Mutual Funds are of many types. There is a type of mutual fund for every individual. Depending on your own investment goals you may find a few options in mutual funds. It is easy to diversify your portfolio with mutual fund investment. Many investors use a lumpsum calculator to help them know the investment amount and tenure to reach their goals basis the expected returns. However, it is also important to pay special heed to the type of fund you choose for your financial goals.

The two basic types of mutual funds are Active funds and Passive Funds.

What are Active Funds?

Active Funds are those mutual fundschemes that are actively managed by a fund manager. Here, by managed, it is meant that the fund manager researches the stocks and employs active investment strategies for the mutual fund in order to try and beat the performance of the benchmark that the fund tracks. Active mutual fundschemes therefore levy higher fees and charges, since it requires an experienced fund manager along with analysts and researchers to conduct rigorous research to find the best stocks and other securities to be invested in. This translates into a higher expense ratio for the Active funds.

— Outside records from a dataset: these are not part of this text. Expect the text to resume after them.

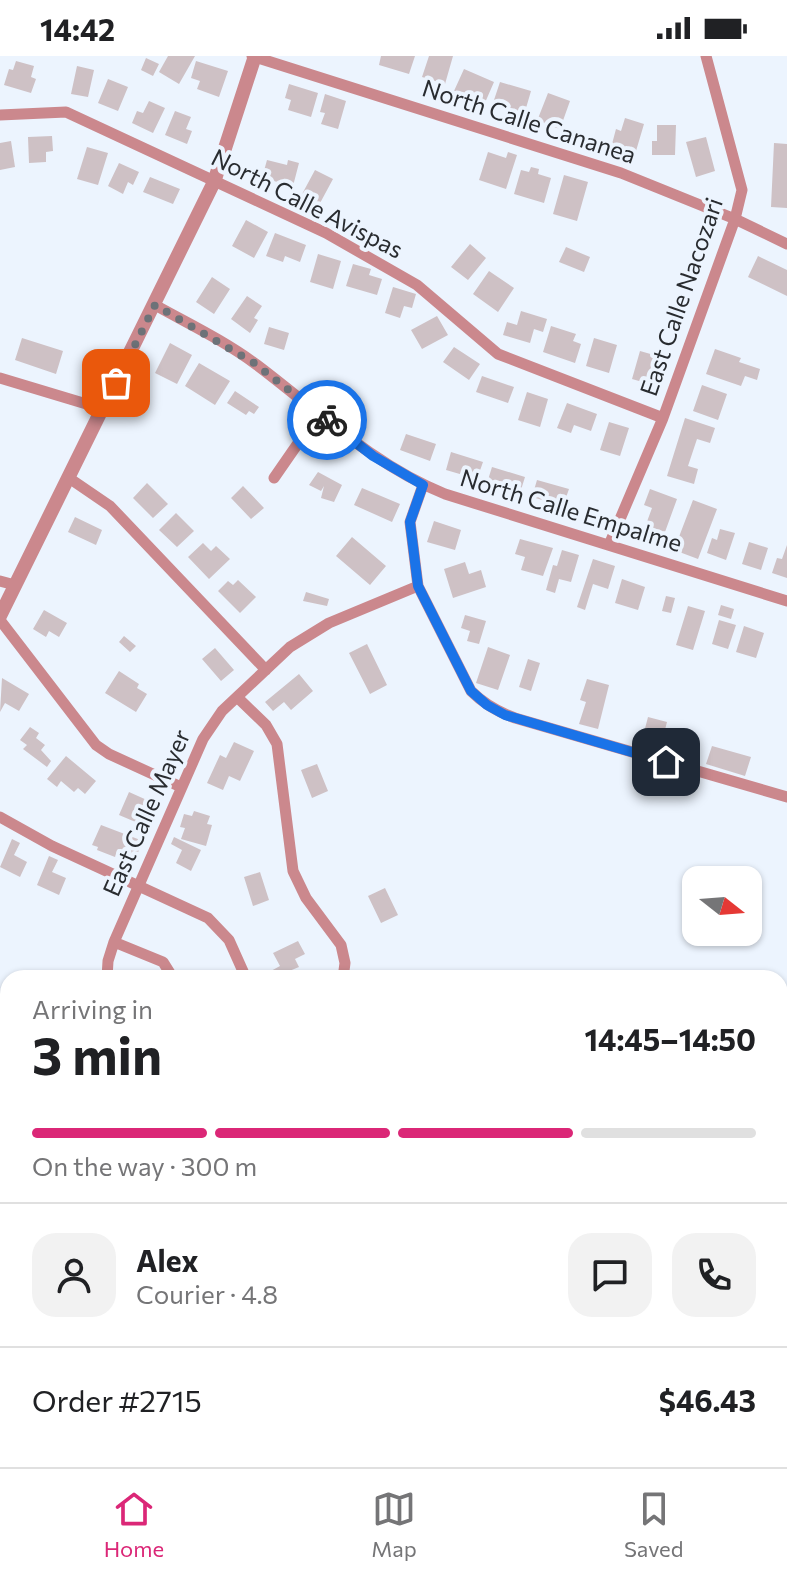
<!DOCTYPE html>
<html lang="en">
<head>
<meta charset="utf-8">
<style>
	:root { --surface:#fff; --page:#f2f2f2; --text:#202124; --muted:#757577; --line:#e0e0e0; --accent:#db2777 }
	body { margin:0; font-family:Commissioner,sans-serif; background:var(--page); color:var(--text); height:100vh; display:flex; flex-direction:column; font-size:30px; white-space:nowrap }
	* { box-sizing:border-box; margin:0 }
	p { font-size:26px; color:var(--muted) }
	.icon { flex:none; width:44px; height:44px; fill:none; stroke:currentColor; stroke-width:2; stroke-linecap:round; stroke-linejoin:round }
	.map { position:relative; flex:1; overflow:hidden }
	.sheet { position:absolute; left:0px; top:914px; width:788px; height:498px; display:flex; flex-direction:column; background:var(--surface); border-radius:24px 24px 0 0; box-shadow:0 2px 6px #0004 }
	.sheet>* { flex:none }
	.needle { width:52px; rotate:107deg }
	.tools { position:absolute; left:682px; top:810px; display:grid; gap:16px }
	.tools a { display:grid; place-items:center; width:80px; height:80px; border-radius:16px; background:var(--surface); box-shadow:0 2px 6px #0004; font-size:40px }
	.pin { position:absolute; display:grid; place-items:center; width:68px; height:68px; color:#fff; margin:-34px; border-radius:16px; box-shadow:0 4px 12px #0006 }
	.courier { position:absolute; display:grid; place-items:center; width:80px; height:80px; margin:-40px; border:6px solid #1a73e8; border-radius:50%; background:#fff; color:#222; box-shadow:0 2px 10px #0007 }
	.headline em { font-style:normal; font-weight:700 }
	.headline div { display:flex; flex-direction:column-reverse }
	.headline { display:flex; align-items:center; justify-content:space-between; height:136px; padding:0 32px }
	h1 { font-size:52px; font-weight:700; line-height:60px }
	.bar { display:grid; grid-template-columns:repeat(4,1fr); gap:12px 8px; align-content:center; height:96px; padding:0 32px }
	.bar i { height:10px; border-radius:6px; background:var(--line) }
	.bar .active { background:var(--accent) }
	.bar p { grid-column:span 4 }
	.line { display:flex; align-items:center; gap:20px; padding:0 32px; border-top:2px solid var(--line) }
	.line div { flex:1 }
	.round { display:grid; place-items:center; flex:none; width:84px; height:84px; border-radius:24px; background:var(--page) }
	.status { display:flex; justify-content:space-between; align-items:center; height:56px; padding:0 40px; background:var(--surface); direction:ltr }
	.status svg { height:22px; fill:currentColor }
	.tabs { display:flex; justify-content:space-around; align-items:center; height:112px; border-top:2px solid var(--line); background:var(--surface); font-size:22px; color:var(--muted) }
	.tabs a { display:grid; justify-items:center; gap:4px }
	.tabs .active { color:var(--accent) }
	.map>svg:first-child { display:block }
	.building { fill:#cec1c5 }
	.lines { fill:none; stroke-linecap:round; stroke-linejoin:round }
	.minor { stroke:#cb888d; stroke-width:11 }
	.tertiary { stroke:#cb888d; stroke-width:14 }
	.done { stroke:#6d7278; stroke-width:8; stroke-dasharray:0 14.4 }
	.route { stroke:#1a73e8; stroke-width:10 }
	.labels { text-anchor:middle; stroke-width:8; stroke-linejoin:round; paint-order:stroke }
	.street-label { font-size:24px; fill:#292c30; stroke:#ecf4fe }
</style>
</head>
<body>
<div class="status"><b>14:42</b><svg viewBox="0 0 49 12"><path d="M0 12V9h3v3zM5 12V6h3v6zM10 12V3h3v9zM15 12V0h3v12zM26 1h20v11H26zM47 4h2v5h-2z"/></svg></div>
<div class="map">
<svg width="787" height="1411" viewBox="0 0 787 1411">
	<rect width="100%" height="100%" fill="#ecf4fe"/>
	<path class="building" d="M168 0H195L179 28 159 16Z
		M381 0H415L409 18 379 9Z
		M429 0H453L445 28 422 21Z
		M146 2 159 8 153 20 141 14Z
		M16 5 34 10 31 21 36 23 31 37 4 29 9 13 13 14Z
		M196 5 228 15 219 41 197 33 200 25 191 22Z
		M77 10 94 14 88 41 71 38Z
		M464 13 494 26 484 49 454 35Z
		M108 23 128 31 118 55 98 47Z
		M500 26 531 35 524 59 492 50Z
		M289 28 318 37 311 61 288 54 291 44 285 42Z
		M548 37 570 45 560 73 537 65Z
		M325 38 346 45 338 73 321 68 325 57 320 56Z
		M149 45 165 52 153 77 132 67 137 55 143 57Z
		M175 55 191 61 186 73 192 75 187 88 165 79Z
		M625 62 644 68 636 95 612 88 616 73 621 75Z
		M657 69H676L675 99H652V85H657Z
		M52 80 53 95 46 96V106L29 107 28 81Z
		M706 81 715 115 696 121 686 86Z
		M11 85 15 111 0 114V87Z
		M774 87 787 88V152L771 151Z
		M87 91 108 97 98 129 77 123Z
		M488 96 506 102 508 96 517 99 506 133 479 124Z
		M267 104 287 109 288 104 299 107 293 130 262 122Z
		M119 107 139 116 133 129 128 126 123 138 108 130Z
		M531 111 539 113 538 118 551 122 544 147 514 138 521 114 529 116Z
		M315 114 333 123 319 149 301 140Z
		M564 119 588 126 577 165 553 158Z
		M150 121 180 133 173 148 143 136Z
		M246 164 268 176 254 202 232 190Z
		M275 177 306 189 300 206 285 200 283 206 266 200Z
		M470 188 486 202 468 224 451 211Z
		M566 191 590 201 584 216 559 206Z
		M318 198 341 205 333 233 310 226Z
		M758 200 787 214V240L748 221Z
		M353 208 371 213 369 219 382 223 377 239 346 230Z
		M489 215 514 232 498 256 473 238Z
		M212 221 230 233 214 258 196 246Z
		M393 231 416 238 412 252 404 250 400 262 385 257Z
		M247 240 262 250 254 262 258 264 250 277 231 263Z
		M521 255 547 263 543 276 534 273 530 287 503 279 507 266 517 269Z
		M437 260 448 279 422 293 411 274Z
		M551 270 576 278 573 285 581 288 575 307 543 296Z
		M269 271 289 277 284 294 264 288Z
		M22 282 63 295 56 318 15 304Z
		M594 282 617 289 609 317 586 310Z
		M170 287 192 299 177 328 155 317Z
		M454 291 480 308 469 324 443 306Z
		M715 293 741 302 739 306 760 313 757 324 745 320 741 330 706 318Z
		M640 295 661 301 653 329 632 323Z
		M199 307 230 325 215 349 185 330Z
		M482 320 514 331 508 347 476 336Z
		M702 329 727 338 718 364 693 355Z
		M235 335 259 351 254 358 249 355 246 359 227 347Z
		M527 336 548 343 540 371 518 364Z
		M567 347 597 358 591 375 574 369 571 377 557 372Z
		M685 362 715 372 710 387 697 383 688 410 698 413 694 428 667 420Z
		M609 366 629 372 620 400 600 394Z
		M406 378 436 388 430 405 400 394Z
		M451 396 483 406 477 423 446 414Z
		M492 411 525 421 520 437 487 427Z
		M318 416 342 429 334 446 321 442 324 430 321 435 309 429Z
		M537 424 569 433 563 450 532 441Z
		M147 427 168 448 153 462 133 442Z
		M243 430 264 452 251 463 231 442Z
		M362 432 400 448 392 466 354 449Z
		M650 433 677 443 665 476 668 477 663 490 641 482 652 452 644 449Z
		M693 444 717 453 698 503 674 494Z
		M176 457 194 475 177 491 159 474Z
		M75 461 102 474 96 489 68 476Z
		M434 465 461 474 455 494 427 486Z
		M720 473 735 477 726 504 707 497 712 482 717 484Z
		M352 481 386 510 370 529 336 500Z
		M520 483 553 492 543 520 521 514 525 501 515 498Z
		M749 486 768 492 761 514 742 508Z
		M203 487 211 495 216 490 230 503 209 523 188 501Z
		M787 489V522L772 517 777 502 782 503Z
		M562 494 579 499 571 526 559 523 555 537 546 534 553 509 557 510Z
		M593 503 615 510 608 533 593 528 585 554 577 551Z
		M465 506 469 518 481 514 486 531 453 542 444 513Z
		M622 523 645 531 638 554 615 547Z
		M238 524 256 541 240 557 218 535 228 525 233 529Z
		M306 536 329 543 327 550 303 545Z
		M666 540 675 542 671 557 662 555Z
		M721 549 734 553 731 563 718 559Z
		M688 550 705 555 693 594 676 589Z
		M44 554 67 567 59 581 49 575 46 581 33 573Z
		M465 559 486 565 479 588 467 585 470 575 461 572Z
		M719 564 736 569 728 593 712 588Z
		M744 570 764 577 756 602 736 596Z
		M124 580 136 590 130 596 119 586Z
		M367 588 387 629 370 638 349 597Z
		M488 591 510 599 498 634 476 627Z
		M215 592 234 614 221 625 202 603Z
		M528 603 540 607 531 635 519 631Z
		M119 615 139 628 137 632 147 638 136 656 105 637Z
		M299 618 313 635 291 654 284 646 273 655 265 646Z
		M2 622 29 638 19 655 5 647 0 656Z
		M587 623 609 629 598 673 579 668 586 646 580 644Z
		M648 661 667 666 660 693 641 688Z
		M30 671 39 677 36 682 45 689 41 694 51 705 47 711 23 693 27 689 20 684Z
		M234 686 254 695 240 725 229 720 223 734 207 727 220 699 226 702Z
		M712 690 751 701 745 720 706 708Z
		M66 700 96 725 85 738 78 732 74 736 61 725 57 731 47 723Z
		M317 708 328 735 312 742 301 714Z
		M129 736 158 749 155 757 151 756 145 770 119 759Z
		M194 755 210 760 207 768 212 769 206 790 181 783 185 772 180 771 184 758 192 760Z
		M101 769 143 785 136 801 118 793 115 801 97 794 98 791 92 789Z
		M174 781 201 794 191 815 176 807 182 794 171 788Z
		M12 783 20 787 14 799 27 806 20 821 0 811Z
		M49 800 58 804 52 816 66 822 59 839 37 829Z
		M260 816 269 844 253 850 244 821Z
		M385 832 398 859 381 867 368 840Z
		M298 885 305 898 295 903 299 911 272 922 269 916 280 910 273 897Z
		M8 1004V1065L0 1068V1007Z
		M1 1353 8 1357V1374L0 1386Z
		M71 1404H92L89 1411H68Z
		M127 1404H130L150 1411H124Z
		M156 1404H178L176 1411H154Z"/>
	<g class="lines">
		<path class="minor" d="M252 0 621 117 735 163 787 188
			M0 59 66 56 326 177 417 229 498 298 663 362
			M155 249C189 268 225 285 257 309 318 355 373 409 445 438L787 545
			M0 322 103 353
			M69 422 110 450 266 614
			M274 422 319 357
			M423 429 410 466 418 530 471 635C484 648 498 656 515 662L787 741
			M609 489 663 362 735 163 742 134 706 0
			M0 525 15 529
			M0 564 96 689 109 698 181 731
			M237 641 266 669 277 688 293 815 306 842 341 889 345 907 343 922
			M0 761 52 790 208 862 229 884 246 922
			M114 886 163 906 173 922
			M107 922 108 905 114 886 203 683 222 655 290 591 329 567 418 530
			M0 1155 8 1152"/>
		<path class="tertiary" d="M0 560 214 126 255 0"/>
	</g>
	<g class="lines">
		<path class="done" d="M116 327 155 249 254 307 327 364"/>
		<path class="route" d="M327 364 373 400 423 429 410 466 418 530 471 635 487 649 505 659 666 706"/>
	</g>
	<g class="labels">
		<g class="street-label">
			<text transform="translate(529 66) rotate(18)" y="8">North Calle Cananea</text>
			<text transform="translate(307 148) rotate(27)" y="8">North Calle Avispas</text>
			<text transform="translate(682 241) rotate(-71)" y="8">East Calle Nacozari</text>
			<text transform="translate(571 455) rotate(17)" y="8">North Calle Empalme</text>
			<text transform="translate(147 757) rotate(-66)" y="8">East Calle Mayer</text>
		</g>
	</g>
</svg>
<div class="tools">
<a><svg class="needle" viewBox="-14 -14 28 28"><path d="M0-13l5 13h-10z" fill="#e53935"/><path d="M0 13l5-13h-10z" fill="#757577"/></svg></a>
</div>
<div class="pin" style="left:116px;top:327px;background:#ea580c"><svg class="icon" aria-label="bag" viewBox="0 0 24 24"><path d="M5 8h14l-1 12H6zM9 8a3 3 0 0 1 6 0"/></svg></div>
<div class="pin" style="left:666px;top:706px;background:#1f2937"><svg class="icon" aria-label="home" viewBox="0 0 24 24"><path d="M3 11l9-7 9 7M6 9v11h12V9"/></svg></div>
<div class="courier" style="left:327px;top:364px"><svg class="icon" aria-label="bike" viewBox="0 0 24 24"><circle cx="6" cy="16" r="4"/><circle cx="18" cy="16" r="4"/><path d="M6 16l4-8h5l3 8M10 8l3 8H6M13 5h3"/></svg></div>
<section class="sheet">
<div class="headline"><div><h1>3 min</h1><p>Arriving in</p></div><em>14:45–14:50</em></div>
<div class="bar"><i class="active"></i><i class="active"></i><i class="active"></i><i></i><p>On the way · 300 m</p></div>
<div class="line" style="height:144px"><a class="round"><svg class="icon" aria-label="person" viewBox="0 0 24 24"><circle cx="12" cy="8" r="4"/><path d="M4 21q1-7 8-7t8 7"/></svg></a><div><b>Alex</b><p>Courier · 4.8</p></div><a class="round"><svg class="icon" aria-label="chat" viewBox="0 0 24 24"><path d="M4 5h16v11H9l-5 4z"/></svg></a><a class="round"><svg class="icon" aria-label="phone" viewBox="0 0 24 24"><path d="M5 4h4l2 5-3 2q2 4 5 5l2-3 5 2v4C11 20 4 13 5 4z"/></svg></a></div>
<div class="line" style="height:104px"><div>Order #2715</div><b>$46.43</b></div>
</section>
</div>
<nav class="tabs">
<a class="active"><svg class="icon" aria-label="home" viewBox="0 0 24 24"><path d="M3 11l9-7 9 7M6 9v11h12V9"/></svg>Home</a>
<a><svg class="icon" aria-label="map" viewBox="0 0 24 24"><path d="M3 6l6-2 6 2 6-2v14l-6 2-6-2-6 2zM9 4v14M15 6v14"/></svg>Map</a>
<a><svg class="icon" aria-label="saved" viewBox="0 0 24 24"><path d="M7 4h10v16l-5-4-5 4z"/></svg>Saved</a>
</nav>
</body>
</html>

Two popular modes of investment into active funds are SIP or a lumpsum investment. You can find out the returns from your investments with the help of a lumpsum calculator or an SIP calculator, based on the mode of your investments. Remember though that you need to search for the correct tool, searching for a lumpsum SIP calculator is wrong, as lumpsum and SIP are two contradictory terms. So, make sure to choose the correct tool to know the future worth of your mutual fund investment.

What are Passive funds?

Passive funds on the other hand tracks and mirrors a market benchmark index by holding the same securities and stocks as the index and in the same proportion. So, the passive funds do not require active intervention of a fund manager. For example, passive index funds, ETF or Exchange Traded Funds, and Fund of funds that invest in an ETF. The expense ratio of passive funds is characteristically low. So, these low costs compounded over time actually gives you a higher effective return. You can increase the rate of return on the lumpsum calculator to give you the result of future projection of your one-time investment.

What are Exchange Traded Funds?

An Exchange Traded Fund is a bouquet of securities that track an underlying index. An ETF investment holds investments like bonds, stocks, equities or commodities like silver, or gold bars etc. However, unlike active mutual funds, Exchange Traded funds are traded freely on the stock exchange intra-day.

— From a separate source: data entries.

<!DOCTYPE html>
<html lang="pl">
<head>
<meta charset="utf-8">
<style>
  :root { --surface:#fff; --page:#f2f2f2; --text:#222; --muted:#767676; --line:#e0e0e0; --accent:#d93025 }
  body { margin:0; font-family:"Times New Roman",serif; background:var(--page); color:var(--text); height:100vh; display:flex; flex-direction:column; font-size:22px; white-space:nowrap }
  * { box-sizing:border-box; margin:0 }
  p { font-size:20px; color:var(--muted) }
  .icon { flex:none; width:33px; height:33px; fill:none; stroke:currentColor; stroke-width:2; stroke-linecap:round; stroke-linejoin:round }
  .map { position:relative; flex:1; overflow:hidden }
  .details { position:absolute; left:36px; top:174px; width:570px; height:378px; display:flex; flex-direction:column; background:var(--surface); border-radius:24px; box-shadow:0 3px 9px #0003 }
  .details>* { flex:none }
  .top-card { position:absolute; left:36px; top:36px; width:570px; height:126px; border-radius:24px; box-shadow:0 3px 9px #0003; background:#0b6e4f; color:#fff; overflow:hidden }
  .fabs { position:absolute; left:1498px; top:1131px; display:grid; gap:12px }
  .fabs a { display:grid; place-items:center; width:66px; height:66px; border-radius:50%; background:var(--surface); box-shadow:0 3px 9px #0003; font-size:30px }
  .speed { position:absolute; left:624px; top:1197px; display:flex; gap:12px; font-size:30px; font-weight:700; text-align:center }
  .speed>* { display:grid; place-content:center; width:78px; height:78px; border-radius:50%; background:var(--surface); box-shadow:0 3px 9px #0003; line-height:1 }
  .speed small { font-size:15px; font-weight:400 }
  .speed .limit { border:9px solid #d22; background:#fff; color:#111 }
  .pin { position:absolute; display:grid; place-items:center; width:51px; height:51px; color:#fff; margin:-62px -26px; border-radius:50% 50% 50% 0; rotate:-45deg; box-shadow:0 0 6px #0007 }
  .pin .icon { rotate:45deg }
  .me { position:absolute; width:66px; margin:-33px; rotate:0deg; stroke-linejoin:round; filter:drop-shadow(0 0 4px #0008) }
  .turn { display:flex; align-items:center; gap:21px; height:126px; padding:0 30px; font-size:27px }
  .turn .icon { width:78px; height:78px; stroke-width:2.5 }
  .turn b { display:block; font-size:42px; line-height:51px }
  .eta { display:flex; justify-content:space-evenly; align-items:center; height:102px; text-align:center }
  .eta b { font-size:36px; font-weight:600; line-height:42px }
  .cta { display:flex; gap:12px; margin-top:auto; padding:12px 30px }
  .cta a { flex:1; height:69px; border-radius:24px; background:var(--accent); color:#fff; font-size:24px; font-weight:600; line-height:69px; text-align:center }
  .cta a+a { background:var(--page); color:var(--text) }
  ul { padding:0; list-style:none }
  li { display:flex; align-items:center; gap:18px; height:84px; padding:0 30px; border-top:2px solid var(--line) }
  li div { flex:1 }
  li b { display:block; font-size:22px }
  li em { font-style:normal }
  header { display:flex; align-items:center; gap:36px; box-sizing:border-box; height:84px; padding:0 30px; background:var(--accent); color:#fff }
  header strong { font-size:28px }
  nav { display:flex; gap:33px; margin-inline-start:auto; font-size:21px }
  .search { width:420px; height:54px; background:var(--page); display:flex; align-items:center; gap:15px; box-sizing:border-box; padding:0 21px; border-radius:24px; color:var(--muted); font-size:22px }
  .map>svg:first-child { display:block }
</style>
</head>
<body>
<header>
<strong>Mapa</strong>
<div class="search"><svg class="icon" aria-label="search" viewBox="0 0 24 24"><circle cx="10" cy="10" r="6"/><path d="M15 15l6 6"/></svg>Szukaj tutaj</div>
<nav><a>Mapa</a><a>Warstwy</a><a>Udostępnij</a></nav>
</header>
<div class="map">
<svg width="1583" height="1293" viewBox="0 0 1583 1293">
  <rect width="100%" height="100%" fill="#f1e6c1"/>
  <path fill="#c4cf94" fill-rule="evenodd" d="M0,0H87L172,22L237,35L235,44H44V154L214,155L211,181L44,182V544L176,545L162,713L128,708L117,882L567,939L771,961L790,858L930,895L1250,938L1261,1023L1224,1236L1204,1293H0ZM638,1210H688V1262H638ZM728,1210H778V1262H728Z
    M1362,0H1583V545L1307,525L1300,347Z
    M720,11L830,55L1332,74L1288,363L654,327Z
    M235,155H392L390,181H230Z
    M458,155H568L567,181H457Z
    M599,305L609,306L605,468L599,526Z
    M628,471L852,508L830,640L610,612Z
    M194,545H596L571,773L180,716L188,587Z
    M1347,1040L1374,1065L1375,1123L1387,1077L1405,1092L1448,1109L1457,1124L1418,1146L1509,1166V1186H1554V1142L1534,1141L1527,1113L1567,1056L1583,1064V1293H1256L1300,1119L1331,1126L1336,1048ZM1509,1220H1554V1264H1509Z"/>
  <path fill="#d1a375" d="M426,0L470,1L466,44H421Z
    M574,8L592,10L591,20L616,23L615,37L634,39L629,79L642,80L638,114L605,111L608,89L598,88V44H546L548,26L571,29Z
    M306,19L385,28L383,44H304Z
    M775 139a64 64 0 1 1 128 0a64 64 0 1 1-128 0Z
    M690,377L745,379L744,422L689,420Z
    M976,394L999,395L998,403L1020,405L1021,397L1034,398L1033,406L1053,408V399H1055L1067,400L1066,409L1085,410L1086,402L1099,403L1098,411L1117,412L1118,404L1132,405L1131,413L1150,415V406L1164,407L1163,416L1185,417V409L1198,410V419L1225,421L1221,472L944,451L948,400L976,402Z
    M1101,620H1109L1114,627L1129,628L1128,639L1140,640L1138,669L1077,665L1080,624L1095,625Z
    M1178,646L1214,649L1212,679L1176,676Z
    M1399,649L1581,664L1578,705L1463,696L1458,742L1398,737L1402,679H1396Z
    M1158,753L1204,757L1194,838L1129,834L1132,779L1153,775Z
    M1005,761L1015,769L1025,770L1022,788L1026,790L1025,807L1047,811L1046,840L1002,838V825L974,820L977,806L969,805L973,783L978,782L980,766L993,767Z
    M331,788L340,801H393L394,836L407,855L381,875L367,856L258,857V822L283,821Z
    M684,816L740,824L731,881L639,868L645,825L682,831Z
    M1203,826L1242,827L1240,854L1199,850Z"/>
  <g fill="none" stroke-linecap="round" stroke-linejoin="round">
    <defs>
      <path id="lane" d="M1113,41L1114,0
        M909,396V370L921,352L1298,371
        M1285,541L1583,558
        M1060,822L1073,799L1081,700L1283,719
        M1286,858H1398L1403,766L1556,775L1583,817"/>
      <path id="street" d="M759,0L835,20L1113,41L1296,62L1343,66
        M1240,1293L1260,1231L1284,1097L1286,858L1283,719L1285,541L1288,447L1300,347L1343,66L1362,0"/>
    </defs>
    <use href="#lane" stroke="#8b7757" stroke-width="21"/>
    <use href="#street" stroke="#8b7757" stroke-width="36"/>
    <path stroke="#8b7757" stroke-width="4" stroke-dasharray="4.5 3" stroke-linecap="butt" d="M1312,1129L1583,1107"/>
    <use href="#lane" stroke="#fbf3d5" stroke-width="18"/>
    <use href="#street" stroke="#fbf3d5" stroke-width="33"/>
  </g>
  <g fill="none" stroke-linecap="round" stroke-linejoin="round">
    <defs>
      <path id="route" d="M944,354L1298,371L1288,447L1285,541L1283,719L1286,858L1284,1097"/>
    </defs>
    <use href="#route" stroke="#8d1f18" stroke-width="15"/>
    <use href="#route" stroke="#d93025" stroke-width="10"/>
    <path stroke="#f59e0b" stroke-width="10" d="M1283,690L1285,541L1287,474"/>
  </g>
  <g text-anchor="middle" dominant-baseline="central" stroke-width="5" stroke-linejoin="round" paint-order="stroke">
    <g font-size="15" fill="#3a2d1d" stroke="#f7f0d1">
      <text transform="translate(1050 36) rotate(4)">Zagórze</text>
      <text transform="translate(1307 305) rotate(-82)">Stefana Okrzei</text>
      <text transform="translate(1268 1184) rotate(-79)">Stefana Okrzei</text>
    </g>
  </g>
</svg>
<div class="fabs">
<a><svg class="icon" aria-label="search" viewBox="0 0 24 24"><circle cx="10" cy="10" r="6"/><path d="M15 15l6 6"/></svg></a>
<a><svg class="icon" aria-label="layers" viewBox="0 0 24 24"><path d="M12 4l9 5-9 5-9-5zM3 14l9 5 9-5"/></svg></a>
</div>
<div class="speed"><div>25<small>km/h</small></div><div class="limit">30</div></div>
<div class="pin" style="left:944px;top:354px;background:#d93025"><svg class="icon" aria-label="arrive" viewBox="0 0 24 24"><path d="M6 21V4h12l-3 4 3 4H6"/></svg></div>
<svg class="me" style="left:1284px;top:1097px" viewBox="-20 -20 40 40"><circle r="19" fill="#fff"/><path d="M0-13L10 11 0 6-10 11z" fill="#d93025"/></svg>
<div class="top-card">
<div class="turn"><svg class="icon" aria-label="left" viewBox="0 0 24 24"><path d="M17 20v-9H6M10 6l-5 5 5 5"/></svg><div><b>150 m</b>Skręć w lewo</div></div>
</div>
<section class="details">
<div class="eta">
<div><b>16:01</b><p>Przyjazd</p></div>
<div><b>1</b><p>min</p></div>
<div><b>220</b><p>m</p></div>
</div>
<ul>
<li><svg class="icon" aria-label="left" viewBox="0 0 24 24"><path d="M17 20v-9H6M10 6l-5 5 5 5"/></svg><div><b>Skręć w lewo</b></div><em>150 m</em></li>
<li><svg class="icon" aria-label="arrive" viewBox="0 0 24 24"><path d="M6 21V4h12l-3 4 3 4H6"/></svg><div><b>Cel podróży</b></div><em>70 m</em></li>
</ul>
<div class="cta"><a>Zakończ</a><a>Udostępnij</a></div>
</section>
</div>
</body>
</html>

You will not be able to invest through SIP in Exchange traded Funds. However, few brokerage houses offer the option to buy a certain number of units of the ETF per month, which in effect works like an SIP in ETFs, since you are systematically investing in the Exchange Traded funds each month.

Whether you are investing in active funds or passive funds, like ETF, the lumpsum calculator will help you understand how much the future value of your one-time investments would be, basis the inputs, expected rate of return and the time horizon of your investment.

Contact your mutual fund distributor or financial advisor to understand more about lumpsum calculator and ETF investment.

Disclaimer: This article contains sponsored marketing content. It is intended for promotional purposes and should not be considered as an endorsement or recommendation by our website. Readers are encouraged to conduct their own research and exercise their own judgment before making any decisions based on the information provided in this article.